The Global Entry Program is a great example of using technology to spur innovation and efficiency in the public sector in the following ways:
CBP’s client segmentation and risk management: CBP classified travelers based on risk. The passengers with lower risk, that is travelers that do not have a criminal record, travel violations, and a clean record (a background check is done for each applicant) do not need the same strict security measures that the general traveler has to put up with. Realistically, risk cannot be eliminated altogether. Managing risk on the other hand can allow trusted travelers through with minimal processing.
Development organizations could use some of these principles in their own work. While there is some differentiation between the different groups of countries these organizations work with (for example Low Income Countries, Middle Income Countries etc.) the client segmentation is not extensive. Other questions these organizations could be asking are: Which governments are easiest to deal with? Which governments have more efficient processes? (We can look at the “doing business” reports as a source) Which have higher transparency and governance scores? Can we streamline our own requirements for such countries? Should development institutions require expensive environmental impact assessments from clients with good records? Can the assessments be made more flexible?
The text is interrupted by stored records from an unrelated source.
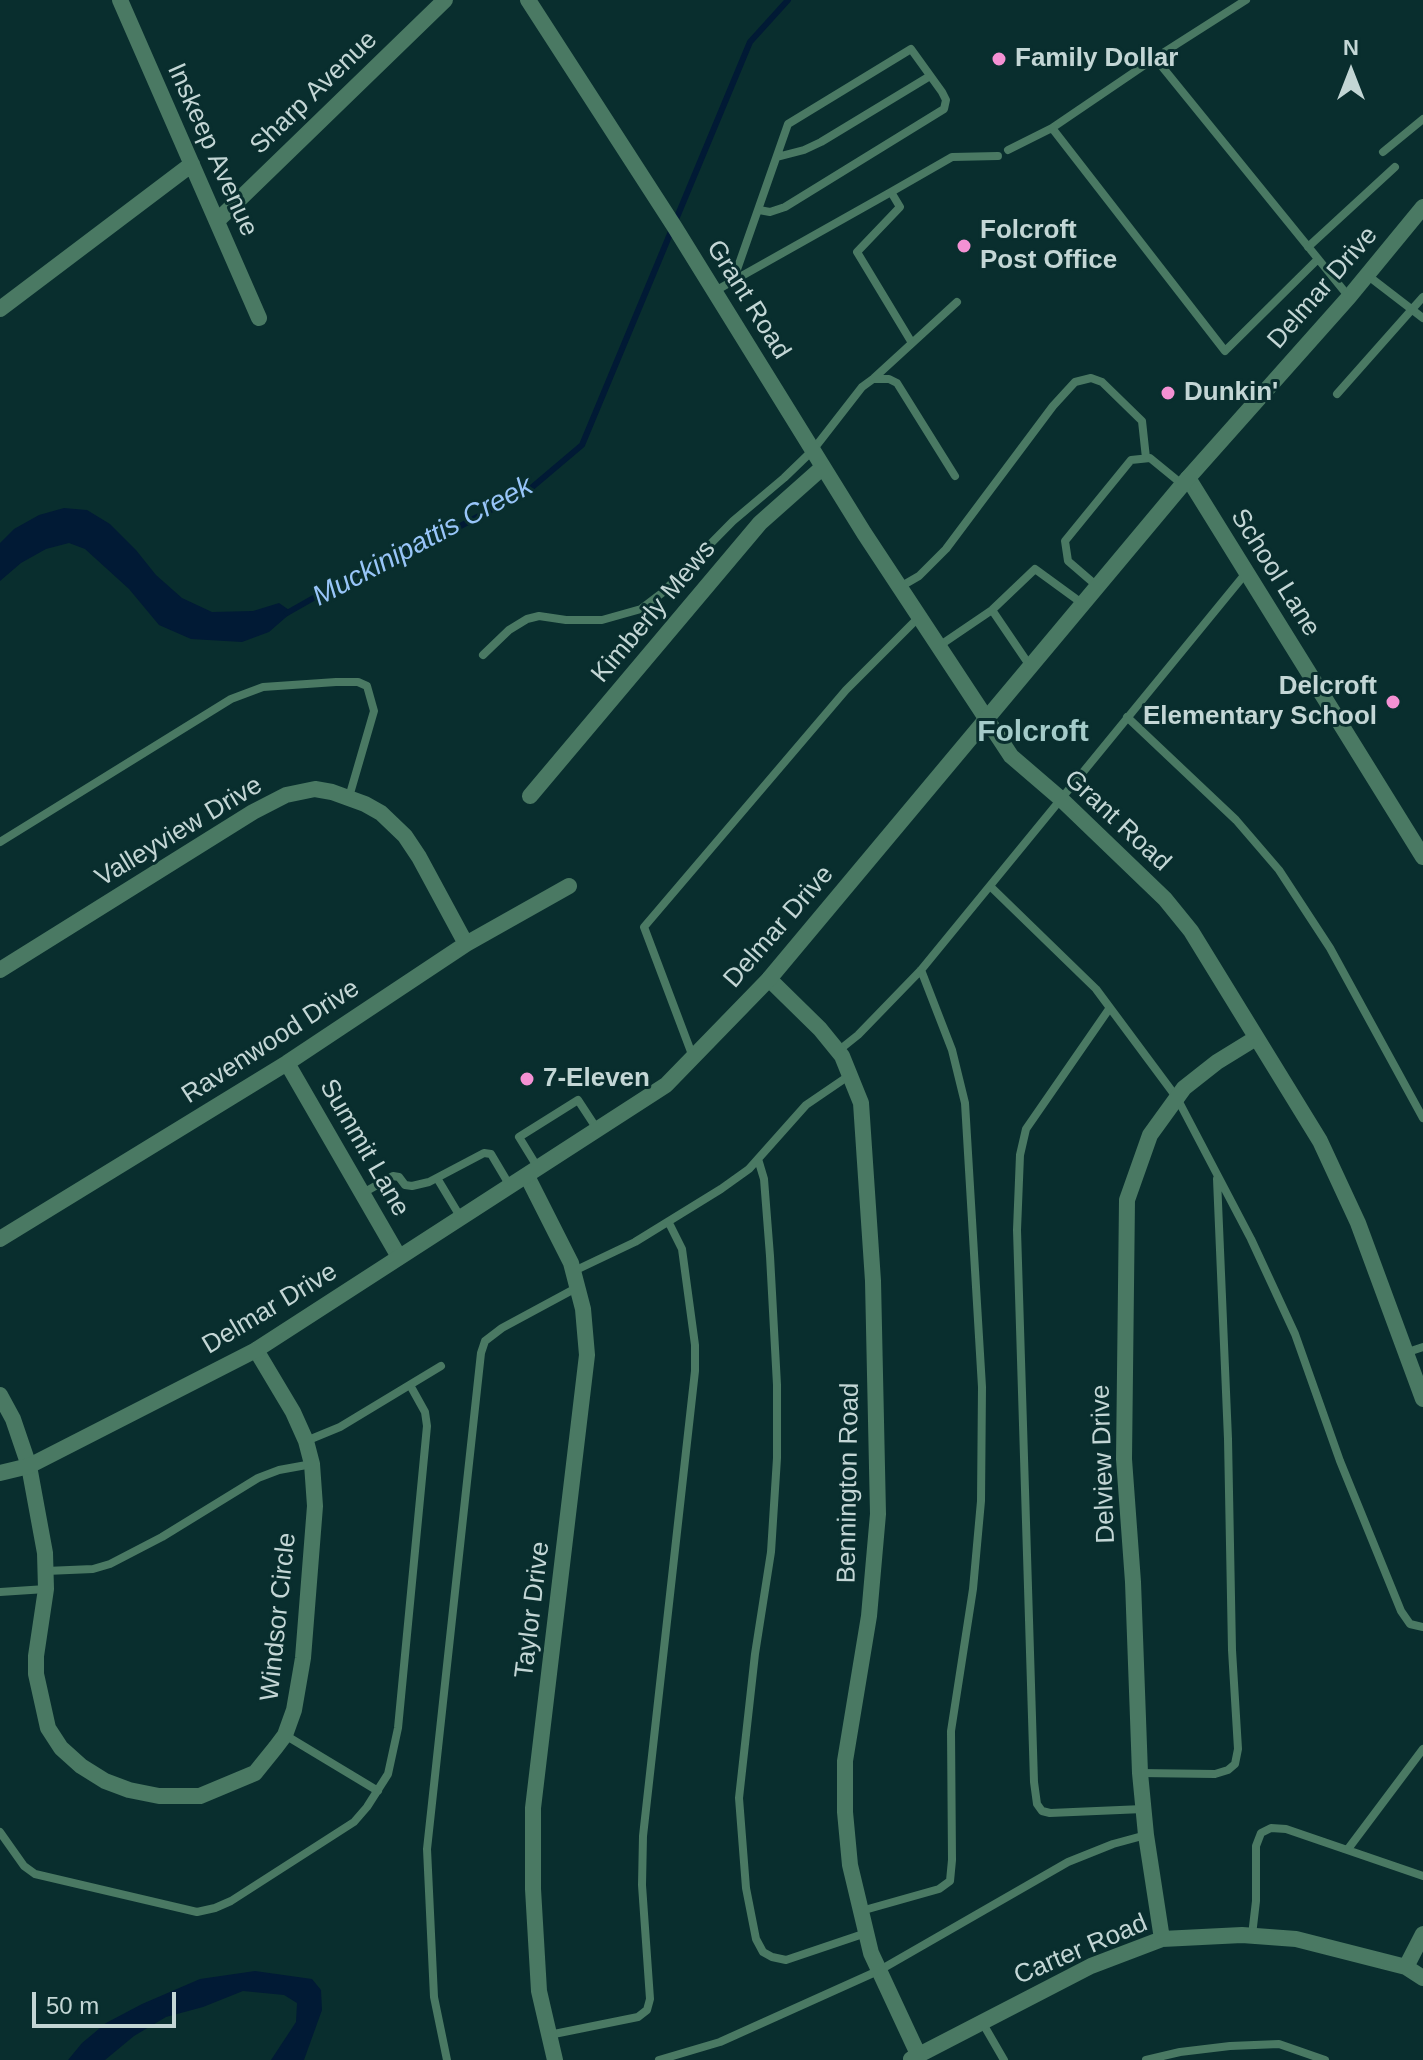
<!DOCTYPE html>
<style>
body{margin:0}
#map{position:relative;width:1423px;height:2060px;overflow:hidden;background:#092e2e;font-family:Helvetica,sans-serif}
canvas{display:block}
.north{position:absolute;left:1311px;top:32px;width:80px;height:80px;-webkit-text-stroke:6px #092e2e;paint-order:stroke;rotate:0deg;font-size:22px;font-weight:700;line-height:32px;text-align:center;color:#c3d6d5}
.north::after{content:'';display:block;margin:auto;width:28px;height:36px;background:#c3d6d5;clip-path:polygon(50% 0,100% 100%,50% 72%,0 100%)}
.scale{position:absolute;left:32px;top:1992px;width:144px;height:36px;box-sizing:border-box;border:4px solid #c3d6d5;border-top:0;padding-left:10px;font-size:24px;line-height:28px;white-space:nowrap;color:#c3d6d5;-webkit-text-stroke:6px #092e2e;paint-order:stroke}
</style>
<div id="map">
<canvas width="1423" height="2060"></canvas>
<div class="north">N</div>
<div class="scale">50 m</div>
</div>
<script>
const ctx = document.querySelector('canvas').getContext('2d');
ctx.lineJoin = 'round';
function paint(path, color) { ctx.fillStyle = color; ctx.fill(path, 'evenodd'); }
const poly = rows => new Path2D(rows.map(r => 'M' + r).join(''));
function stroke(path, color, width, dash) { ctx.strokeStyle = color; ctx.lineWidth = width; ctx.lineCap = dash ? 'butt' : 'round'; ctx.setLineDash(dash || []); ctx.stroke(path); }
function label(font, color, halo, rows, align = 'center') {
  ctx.font = font + ' Helvetica,sans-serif'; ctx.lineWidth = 6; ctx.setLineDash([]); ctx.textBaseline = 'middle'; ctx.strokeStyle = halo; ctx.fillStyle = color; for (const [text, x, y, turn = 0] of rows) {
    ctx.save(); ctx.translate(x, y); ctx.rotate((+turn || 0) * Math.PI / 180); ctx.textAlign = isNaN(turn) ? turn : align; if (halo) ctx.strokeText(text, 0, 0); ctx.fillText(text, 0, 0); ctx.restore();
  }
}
const water = poly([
 [64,508,87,510,110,524,136,550,156,575,182,598,212,612,253,611,279,603,292,612,269,632,242,642,191,639,159,625,129,589,85,549,69,543,46,549,21,563,0,581,0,543,14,529,39,515],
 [255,1971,312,1979,321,1990,322,2010,304,2060,271,2060,296,2022,297,2003,284,1995,243,1991,203,2007,166,2017,134,2036,105,2060,68,2060,82,2043,106,2023,142,2004,200,1979]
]);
const stream = poly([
 [287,613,354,575,451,531,530,489,582,445,750,42,788,0]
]);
const service = poly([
 [1246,0,1155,58,1349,297],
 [1155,58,1052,128,1225,351,1318,259],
 [1008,150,1052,128],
 [1383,152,1423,119],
 [777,157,804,150,821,142,930,76],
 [1308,247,1395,167],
 [1367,275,1423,318],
 [733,281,788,124,911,49,942,92,946,100,944,109,785,207,770,212,759,210],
 [715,291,891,192],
 [912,343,857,252,900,207,891,192,952,157,998,156],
 [874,378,957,302],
 [1337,394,1423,297],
 [1097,586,1068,561,1065,541,1131,460,1150,458,1183,485],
 [900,587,919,576,946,549,1053,406,1075,382,1091,378,1102,382,1142,421,1146,458],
 [992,610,1030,666],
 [939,646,992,610,1035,569,1083,604],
 [483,655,509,630,527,619,539,616,566,620,602,620,641,609,662,593,733,521,784,478,813,450,862,387,873,379,889,379,897,383,955,476],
 [1127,717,1236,820,1279,870,1330,948,1423,1118],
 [0,842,231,699,263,687,336,682,358,682,367,686,374,711,349,797],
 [991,887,1096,989,1177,1098,1251,1239,1295,1334,1340,1461,1401,1611,1410,1624,1423,1627],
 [1109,1009,1026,1129,1020,1155,1017,1230,1034,1782,1037,1804,1042,1811,1050,1813,1143,1809],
 [838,1051,858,1035,921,970,1246,573],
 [693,1057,644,927,846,690,919,617],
 [758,1159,764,1179,770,1256,777,1385,777,1458,771,1552,755,1654,739,1798,746,1888,756,1939,763,1952,772,1957,786,1960,866,1933],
 [538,1168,519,1137,578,1100,597,1129],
 [437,1178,461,1218],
 [363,1193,393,1176,399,1177,405,1185,412,1186,429,1182,484,1153,491,1154,510,1186],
 [574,1271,635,1242,721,1189,749,1169,806,1105,850,1075],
 [1405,1353,1423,1347],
 [306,1441,340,1427,441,1366],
 [46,1571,93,1569,110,1564,162,1537,258,1478,279,1470,312,1464],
 [0,1592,46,1589],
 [285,1735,378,1791],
 [1140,1773,1215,1774,1228,1770,1235,1764,1238,1749,1232,1650,1228,1439,1217,1179],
 [0,1832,24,1866,35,1874,197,1912,215,1908,231,1901,354,1822,367,1807,388,1774,398,1728,427,1426,425,1412,410,1385],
 [1348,1849,1423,1749],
 [861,1911,939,1889,950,1881,952,1860,951,1731,973,1589,981,1501,982,1387,965,1103,952,1050,921,970],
 [1252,1935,1256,1901,1256,1846,1261,1833,1271,1828,1286,1829,1423,1876],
 [982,2022,1004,2060],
 [549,2035,638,2017,647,2010,650,1999,642,1885,643,1836,695,1371,695,1345,682,1249,669,1223],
 [447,2060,434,1997,427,1849,481,1353,485,1341,502,1328,578,1287],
 [659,2060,720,2042,880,1970,1068,1862,1113,1844,1146,1835],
 [1146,2060,1180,2052,1230,2046,1279,2044,1325,2060]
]);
const minor = poly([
 [120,0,259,318],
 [528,0,674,226,864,533,1011,756,1061,799,1165,899,1191,931,1320,1141,1358,1223,1423,1399],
 [217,221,445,0],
 [0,309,192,164],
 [1188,478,1423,857],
 [530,796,760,523,823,467],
 [0,970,253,812,286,795,315,789,332,792,365,804,381,813,405,836,419,857,466,944],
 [769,979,820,1029,842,1056,861,1103,873,1281,878,1514,869,1616,845,1761,845,1812,850,1865,871,1953,918,2054],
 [287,1063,399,1257],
 [527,1176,571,1263,583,1309,587,1355,533,1808,533,1889,539,1991,555,2060],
 [0,1239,287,1063,466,944,569,886],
 [0,1395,13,1419,29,1466,45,1553,46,1589,36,1656,36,1674,48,1728,61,1748,81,1766,105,1781,129,1790,159,1796,200,1796,255,1773,276,1747,285,1735,294,1710,303,1658,315,1506,312,1464,306,1441,293,1412,256,1350],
 [1162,1939,1146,1835,1140,1773,1133,1582,1124,1459,1127,1200,1150,1135,1184,1088,1217,1062,1256,1038],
 [1406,1967,1423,1934],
 [911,2059,1091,1966,1162,1939,1242,1935,1296,1939,1406,1967,1423,1978]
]);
const tertiary = poly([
 [0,1473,29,1466,256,1350,666,1085,769,979,1188,478,1349,297,1423,207]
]);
const markers = [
 [999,59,8,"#f491d3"],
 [964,246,8,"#f491d3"],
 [1168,393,8,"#f491d3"],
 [1393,702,8,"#f491d3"],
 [527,1079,8,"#f491d3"]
];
const poiNames = [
 ["Family Dollar",1015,59],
 ["Folcroft",980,231],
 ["Post Office",980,261],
 ["Dunkin'",1184,393],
 ["Delcroft",1377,687,"right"],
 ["Elementary School",1377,717,"right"],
 ["7-Eleven",543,1079]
];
const streetNames = [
 ["Sharp Avenue",314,93,-44],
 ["Inskeep Avenue",212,150,66],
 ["Delmar Drive",1323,288,-49],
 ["Grant Road",748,300,58],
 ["School Lane",1275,573,58],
 ["Kimberly Mews",654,612,-50],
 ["Grant Road",1117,821,43],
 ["Valleyview Drive",179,832,-31],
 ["Delmar Drive",779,927,-49],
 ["Ravenwood Drive",271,1042,-33],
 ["Summit Lane",364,1148,60],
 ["Delmar Drive",270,1309,-31],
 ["Delview Drive",1104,1464,-92],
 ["Bennington Road",849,1483,-89],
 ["Taylor Drive",533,1610,-83],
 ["Windsor Circle",279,1617,-84],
 ["Carter Road",1081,1950,-23]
];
const waterNames = [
 ["Muckinipattis Creek",423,542,-28]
];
const quarterNames = [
 ["Folcroft",1033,733]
];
paint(water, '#011a35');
stroke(stream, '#011a35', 6);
stroke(service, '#4a7963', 8);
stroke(minor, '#4a7963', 16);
stroke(tertiary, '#4a7963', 16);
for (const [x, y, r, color] of markers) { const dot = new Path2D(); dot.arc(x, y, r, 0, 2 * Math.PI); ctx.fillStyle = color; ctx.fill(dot); stroke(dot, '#092e2e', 3); }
label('bold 26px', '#c3d6d5', '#092e2e', poiNames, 'left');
label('26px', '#c3d6d5', '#092e2e', streetNames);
label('italic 28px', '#98c5f8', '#092e2e', waterNames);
label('bold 30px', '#a4cbc9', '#092e2e', quarterNames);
</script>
Development organizations should take risks. However risks (vs potential benefits) should be measured and there should be an informed risk taking process rather than risk for the sake of risk. Common standards across different development organizations can allow minimization of risk.
CBPs’ return on investment: The return in a public sector entity does not have to be economic. In this case, the “return” was lowered processing time. The “investment” in this case was the purchase of the Kiosks that allow automated immigration processes. The CBP FY 2014 Budget shows that $8 million supported the acquisition of 60 kiosks at airports and at 8 high volume pedestrian crossings. These 8 high volume sites process approximately 73 percent of the total 40 million annual pedestrian crossings. In their statement, CBP said that this investment would allow CBP to better facilitate legitimate travelers and focus on higher-risk passengers and cargo (source).
Development organizations could also use the concept of ROI in development. In which sectors, using which tools and techniques have we had maximum impact ? How can we prioritize the high ROI initiatives, making the processing for these initiatives fast and easy?
CBP Focus on client satisfaction: CBP has zoomed right in to the biggest complaint of travelers today -- long lines at immigration and solved the problem for those that are considered safe. The Global Entry program satisfies clients and improves efficiency at the same time. The Global Entry efficiency consists of reducing time in immigration to 40 seconds through automation.
For development organizations, client feedback should be critical. How can those in development get feedback from clients (both explicit and implicit) at every step of the way? How can development organizations improve their service orientation? There are established tools for measuring process efficiency that could be used. Can development organizations measure the efficiency of each process and try to improve the same? Of course, focus should be on the most critical processes in the first instance.
In the absence of a bottom line, leveraging technology for gains in efficiency and innovation can be both trickier and more rewarding in the public sector and in the development arena (as compared to the private sector). However by focusing on mission critical and measurable elements such as client segmentation and risk management, defining an ROI, and targeting client satisfaction, we can optimize both efficiency and innovation at the same time.